Exercise | Please output every record below exactly as written, leaving out any pictures.

Information shown |
= = = = =
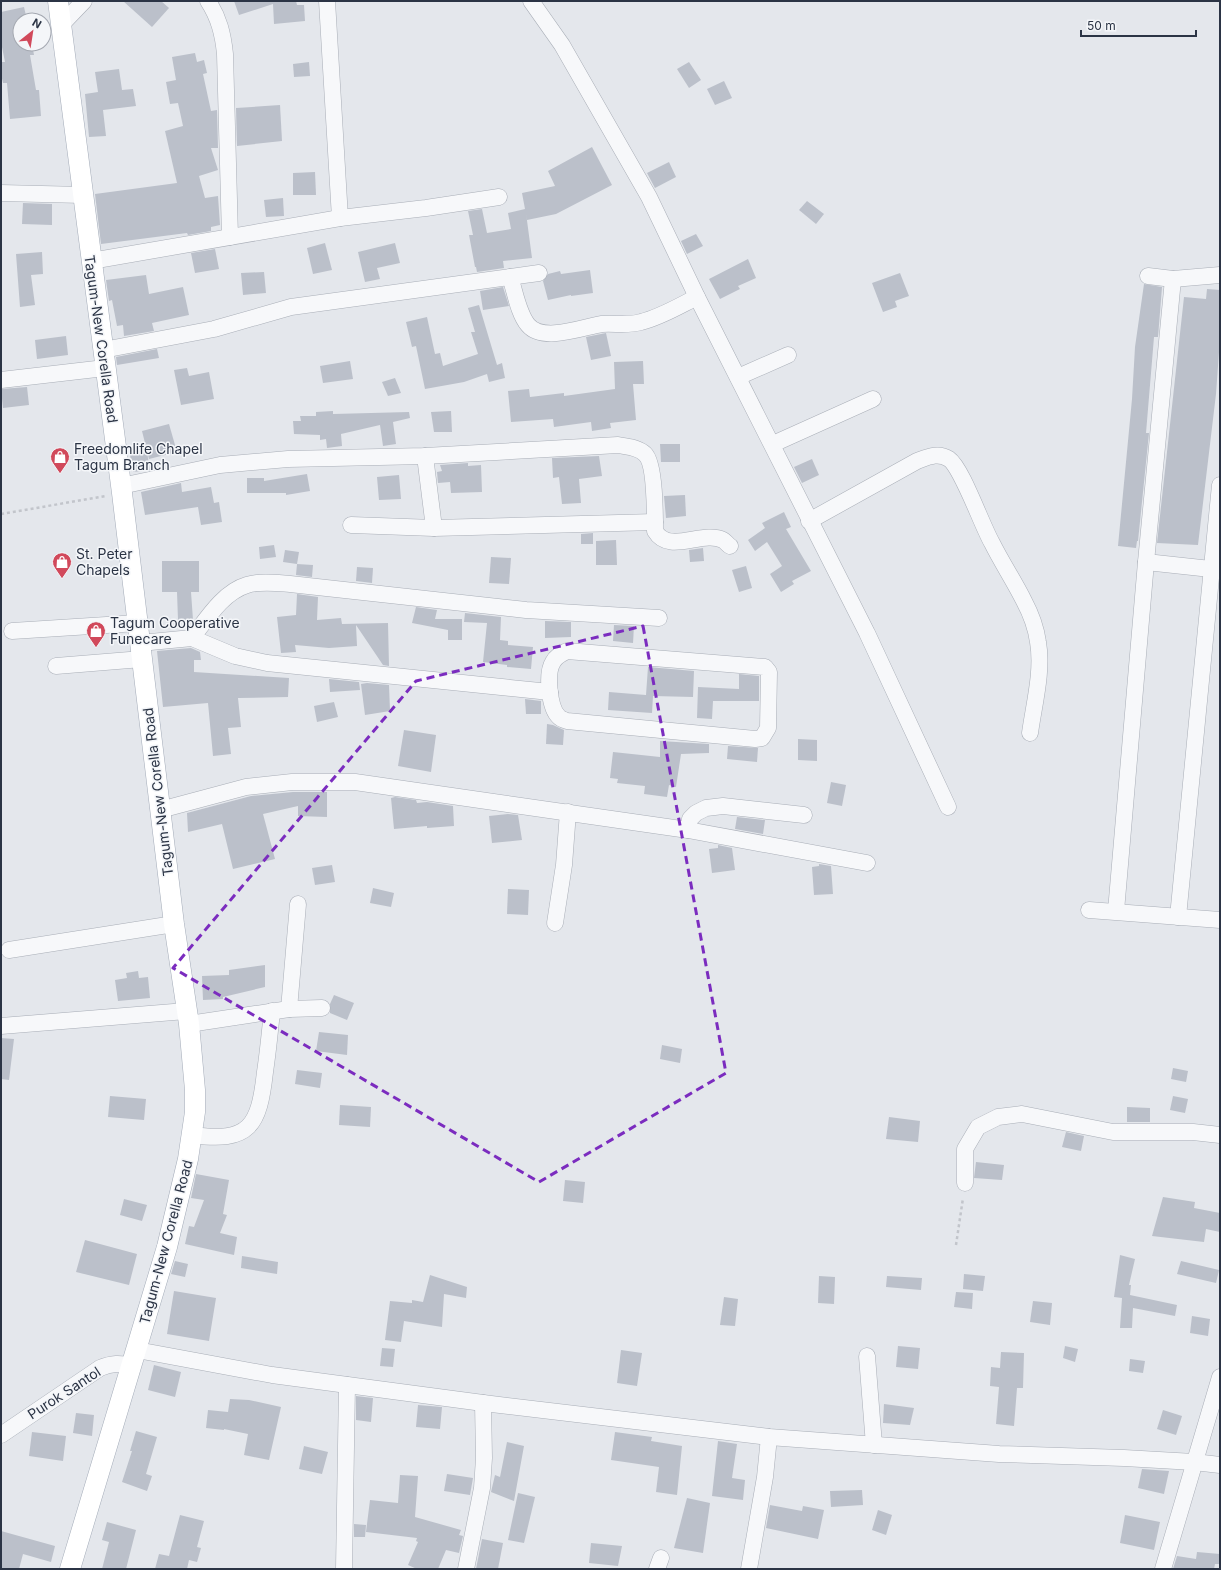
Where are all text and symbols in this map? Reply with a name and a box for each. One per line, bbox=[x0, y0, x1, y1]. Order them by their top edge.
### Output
north arrow bbox=[12, 12, 52, 52]
scale bar bbox=[1081, 12, 1196, 38]
text: N bbox=[30, 15, 44, 31]
text: 50 m bbox=[1087, 18, 1116, 33]
street label: Tagum-New Corella Road bbox=[81, 254, 122, 424]
place label: Freedomlife Chapel Tagum Branch bbox=[74, 440, 203, 473]
shop icon: Freedomlife Chapel Tagum Branch bbox=[49, 446, 71, 474]
place label: St. Peter Chapels bbox=[76, 545, 132, 578]
shop icon: St. Peter Chapels bbox=[51, 551, 73, 579]
place label: Tagum Cooperative Funecare bbox=[110, 614, 240, 647]
shop icon: Tagum Cooperative Funecare bbox=[85, 620, 107, 648]
street label: Tagum-New Corella Road bbox=[139, 707, 176, 877]
street label: Tagum-New Corella Road bbox=[135, 1158, 196, 1326]
street label: Purok Santol bbox=[24, 1363, 103, 1422]

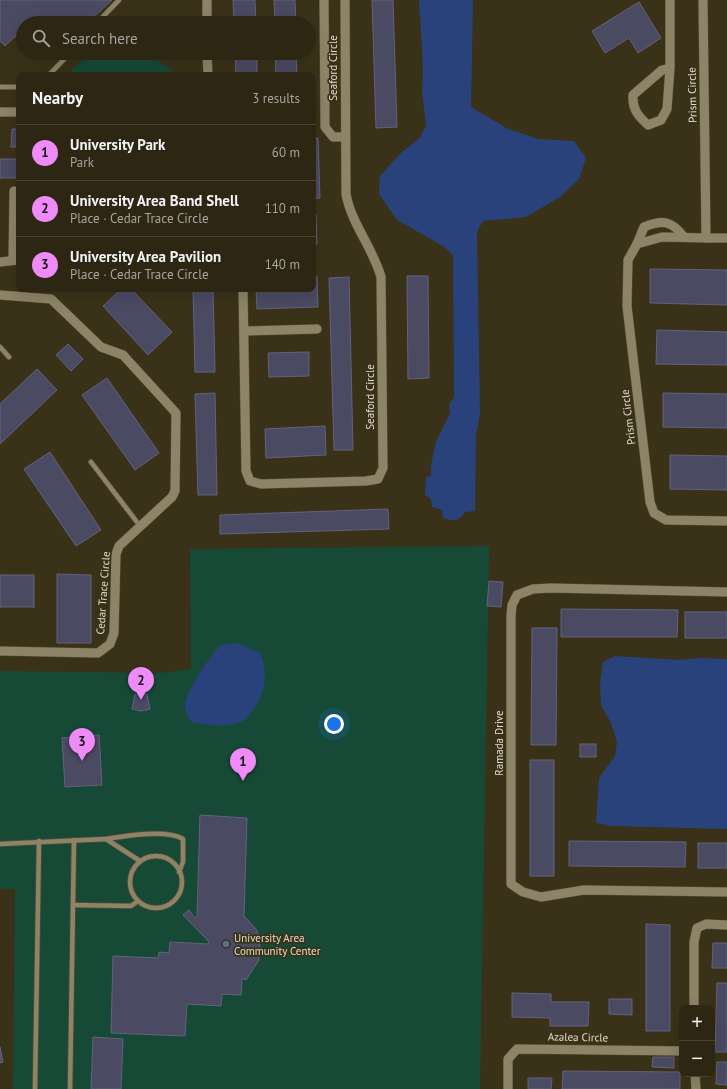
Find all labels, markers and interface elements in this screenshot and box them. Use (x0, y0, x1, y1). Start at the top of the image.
search box (16, 16, 316, 60)
icon: search (30, 27, 52, 49)
text: Search here (62, 29, 138, 48)
street label: Seaford Circle (326, 35, 340, 101)
street label: Prism Circle (685, 67, 699, 123)
text: Nearby (32, 87, 83, 109)
text: 3 results (252, 90, 300, 107)
text: University Park (70, 135, 165, 154)
text: 1 (41, 144, 49, 161)
text: 60 m (272, 144, 300, 161)
text: Park (70, 154, 94, 171)
text: University Area Band Shell (70, 191, 239, 210)
text: 2 (41, 200, 49, 217)
text: 110 m (265, 200, 300, 217)
text: Place · Cedar Trace Circle (70, 210, 209, 227)
text: University Area Pavilion (70, 247, 221, 266)
text: 3 (41, 256, 49, 273)
text: 140 m (265, 256, 300, 273)
text: Place · Cedar Trace Circle (70, 266, 209, 283)
street label: Seaford Circle (363, 364, 377, 430)
street label: Prism Circle (618, 388, 638, 445)
street label: Cedar Trace Circle (93, 551, 113, 635)
pin: 2 (128, 667, 154, 700)
street label: Ramada Drive (492, 710, 506, 776)
your location (324, 714, 344, 734)
pin: 3 (69, 728, 95, 761)
pin: 1 (230, 748, 256, 781)
place label: University Area Community Center (234, 931, 321, 958)
marker: University Area Community Center (221, 939, 231, 949)
map controls (679, 1005, 715, 1077)
button: + (679, 1005, 715, 1041)
street label: Azalea Circle (548, 1029, 609, 1045)
button: − (679, 1041, 715, 1077)

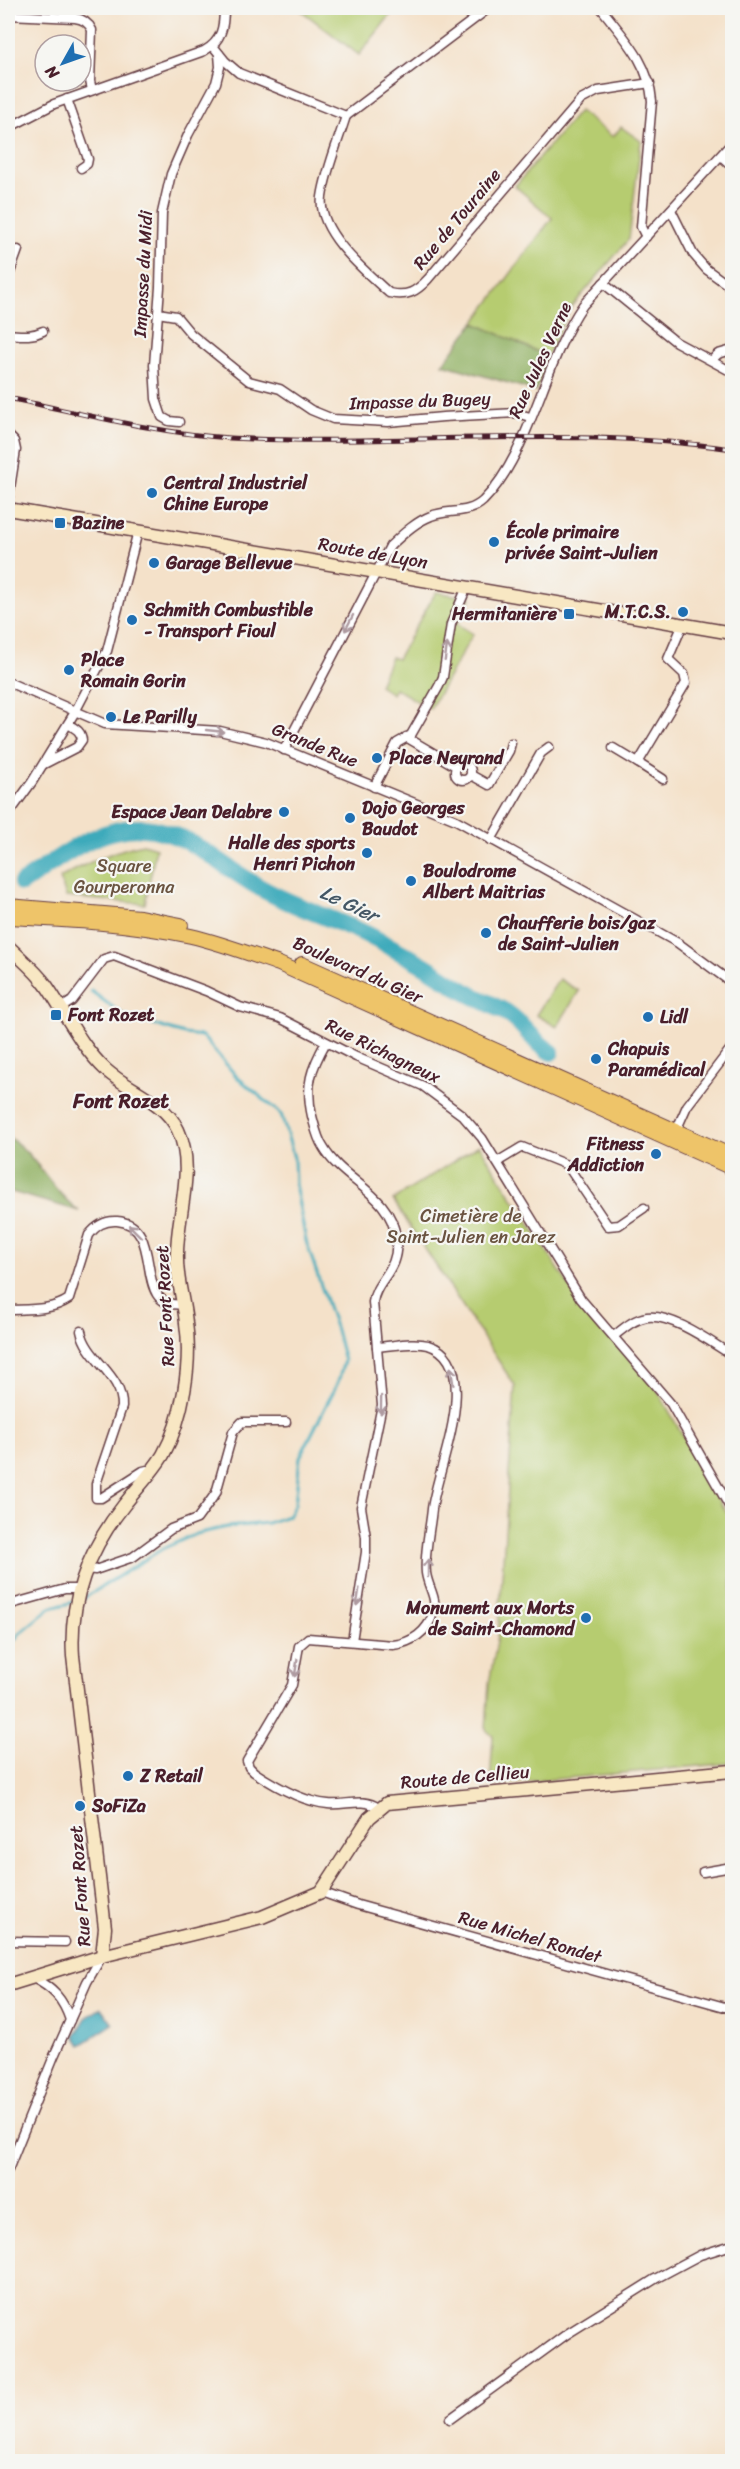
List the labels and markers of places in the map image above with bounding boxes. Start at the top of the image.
place label: Central Industriel Chine Europe [163,467,308,520]
marker: Central Industriel Chine Europe [145,486,159,500]
place label: Bazine [72,507,125,539]
marker: Bazine [53,516,67,530]
place label: École primaire privée Saint-Julien [505,516,658,569]
marker: École primaire privée Saint-Julien [487,535,501,549]
place label: Garage Bellevue [165,547,293,579]
marker: Garage Bellevue [147,556,161,570]
place label: Schmith Combustible - Transport Fioul [143,594,314,647]
place label: M.T.C.S. [604,596,671,628]
place label: Hermitanière [451,598,558,630]
marker: M.T.C.S. [676,605,690,619]
marker: Hermitanière [562,607,576,621]
marker: Schmith Combustible - Transport Fioul [125,613,139,627]
place label: Place Romain Gorin [80,644,186,697]
marker: Place Romain Gorin [62,663,76,677]
place label: Le Parilly [123,701,197,733]
marker: Le Parilly [104,710,118,724]
place label: Place Neyrand [389,742,505,774]
marker: Place Neyrand [370,751,384,765]
place label: Dojo Georges Baudot [362,792,465,845]
place label: Espace Jean Delabre [111,796,273,828]
marker: Espace Jean Delabre [277,805,291,819]
marker: Dojo Georges Baudot [343,811,357,825]
place label: Halle des sports Henri Pichon [227,827,356,880]
marker: Halle des sports Henri Pichon [360,846,374,860]
place label: Boulodrome Albert Maitrias [422,855,546,908]
marker: Boulodrome Albert Maitrias [404,874,418,888]
place label: Chaufferie bois/gaz de Saint-Julien [497,907,657,960]
marker: Chaufferie bois/gaz de Saint-Julien [479,926,493,940]
place label: Font Rozet [67,999,154,1031]
place label: Lidl [660,1001,689,1033]
marker: Font Rozet [49,1008,63,1022]
marker: Lidl [641,1010,655,1024]
place label: Chapuis Paramédical [607,1033,706,1086]
marker: Chapuis Paramédical [589,1052,603,1066]
place label: Fitness Addiction [567,1128,645,1181]
marker: Fitness Addiction [649,1147,663,1161]
place label: Monument aux Morts de Saint-Chamond [405,1592,576,1645]
marker: Monument aux Morts de Saint-Chamond [579,1611,593,1625]
place label: Z Retail [139,1760,203,1792]
marker: Z Retail [121,1769,135,1783]
place label: SoFiZa [91,1790,147,1822]
marker: SoFiZa [73,1799,87,1813]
= = = = =
Answer box |
Where are all text and symbols in this map? Reply with a name and a box for each. One per line, bbox=[x0, y0, x1, y1]. Order them by their top edge.
### Output
north arrow bbox=[12, 12, 52, 52]
scale bar bbox=[1081, 12, 1196, 38]
text: N bbox=[30, 15, 44, 31]
text: 50 m bbox=[1087, 18, 1116, 33]
street label: Tagum-New Corella Road bbox=[81, 254, 122, 424]
place label: Freedomlife Chapel Tagum Branch bbox=[74, 440, 203, 473]
shop icon: Freedomlife Chapel Tagum Branch bbox=[49, 446, 71, 474]
place label: St. Peter Chapels bbox=[76, 545, 132, 578]
shop icon: St. Peter Chapels bbox=[51, 551, 73, 579]
place label: Tagum Cooperative Funecare bbox=[110, 614, 240, 647]
shop icon: Tagum Cooperative Funecare bbox=[85, 620, 107, 648]
street label: Tagum-New Corella Road bbox=[139, 707, 176, 877]
street label: Tagum-New Corella Road bbox=[135, 1158, 196, 1326]
street label: Purok Santol bbox=[24, 1363, 103, 1422]

Find all labels, markers and interface elements in this screenshot and box them. Use (x0, y0, x1, y1). Start at the top of the image.
search box (16, 16, 316, 60)
icon: search (30, 27, 52, 49)
text: Search here (62, 29, 138, 48)
street label: Seaford Circle (326, 35, 340, 101)
street label: Prism Circle (685, 67, 699, 123)
text: Nearby (32, 87, 83, 109)
text: 3 results (252, 90, 300, 107)
text: University Park (70, 135, 165, 154)
text: 1 (41, 144, 49, 161)
text: 60 m (272, 144, 300, 161)
text: Park (70, 154, 94, 171)
text: University Area Band Shell (70, 191, 239, 210)
text: 2 (41, 200, 49, 217)
text: 110 m (265, 200, 300, 217)
text: Place · Cedar Trace Circle (70, 210, 209, 227)
text: University Area Pavilion (70, 247, 221, 266)
text: 3 (41, 256, 49, 273)
text: 140 m (265, 256, 300, 273)
text: Place · Cedar Trace Circle (70, 266, 209, 283)
street label: Seaford Circle (363, 364, 377, 430)
street label: Prism Circle (618, 388, 638, 445)
street label: Cedar Trace Circle (93, 551, 113, 635)
pin: 2 (128, 667, 154, 700)
street label: Ramada Drive (492, 710, 506, 776)
your location (324, 714, 344, 734)
pin: 3 (69, 728, 95, 761)
pin: 1 (230, 748, 256, 781)
place label: University Area Community Center (234, 931, 321, 958)
marker: University Area Community Center (221, 939, 231, 949)
map controls (679, 1005, 715, 1077)
button: + (679, 1005, 715, 1041)
street label: Azalea Circle (548, 1029, 609, 1045)
button: − (679, 1041, 715, 1077)

List the labels and markers of places in the map image above with bounding boxes. Start at the top of the image.
place label: Central Industriel Chine Europe [163,467,308,520]
marker: Central Industriel Chine Europe [145,486,159,500]
place label: Bazine [72,507,125,539]
marker: Bazine [53,516,67,530]
place label: École primaire privée Saint-Julien [505,516,658,569]
marker: École primaire privée Saint-Julien [487,535,501,549]
place label: Garage Bellevue [165,547,293,579]
marker: Garage Bellevue [147,556,161,570]
place label: Schmith Combustible - Transport Fioul [143,594,314,647]
place label: M.T.C.S. [604,596,671,628]
place label: Hermitanière [451,598,558,630]
marker: M.T.C.S. [676,605,690,619]
marker: Hermitanière [562,607,576,621]
marker: Schmith Combustible - Transport Fioul [125,613,139,627]
place label: Place Romain Gorin [80,644,186,697]
marker: Place Romain Gorin [62,663,76,677]
place label: Le Parilly [123,701,197,733]
marker: Le Parilly [104,710,118,724]
place label: Place Neyrand [389,742,505,774]
marker: Place Neyrand [370,751,384,765]
place label: Dojo Georges Baudot [362,792,465,845]
place label: Espace Jean Delabre [111,796,273,828]
marker: Espace Jean Delabre [277,805,291,819]
marker: Dojo Georges Baudot [343,811,357,825]
place label: Halle des sports Henri Pichon [227,827,356,880]
marker: Halle des sports Henri Pichon [360,846,374,860]
place label: Boulodrome Albert Maitrias [422,855,546,908]
marker: Boulodrome Albert Maitrias [404,874,418,888]
place label: Chaufferie bois/gaz de Saint-Julien [497,907,657,960]
marker: Chaufferie bois/gaz de Saint-Julien [479,926,493,940]
place label: Font Rozet [67,999,154,1031]
place label: Lidl [660,1001,689,1033]
marker: Font Rozet [49,1008,63,1022]
marker: Lidl [641,1010,655,1024]
place label: Chapuis Paramédical [607,1033,706,1086]
marker: Chapuis Paramédical [589,1052,603,1066]
place label: Fitness Addiction [567,1128,645,1181]
marker: Fitness Addiction [649,1147,663,1161]
place label: Monument aux Morts de Saint-Chamond [405,1592,576,1645]
marker: Monument aux Morts de Saint-Chamond [579,1611,593,1625]
place label: Z Retail [139,1760,203,1792]
marker: Z Retail [121,1769,135,1783]
place label: SoFiZa [91,1790,147,1822]
marker: SoFiZa [73,1799,87,1813]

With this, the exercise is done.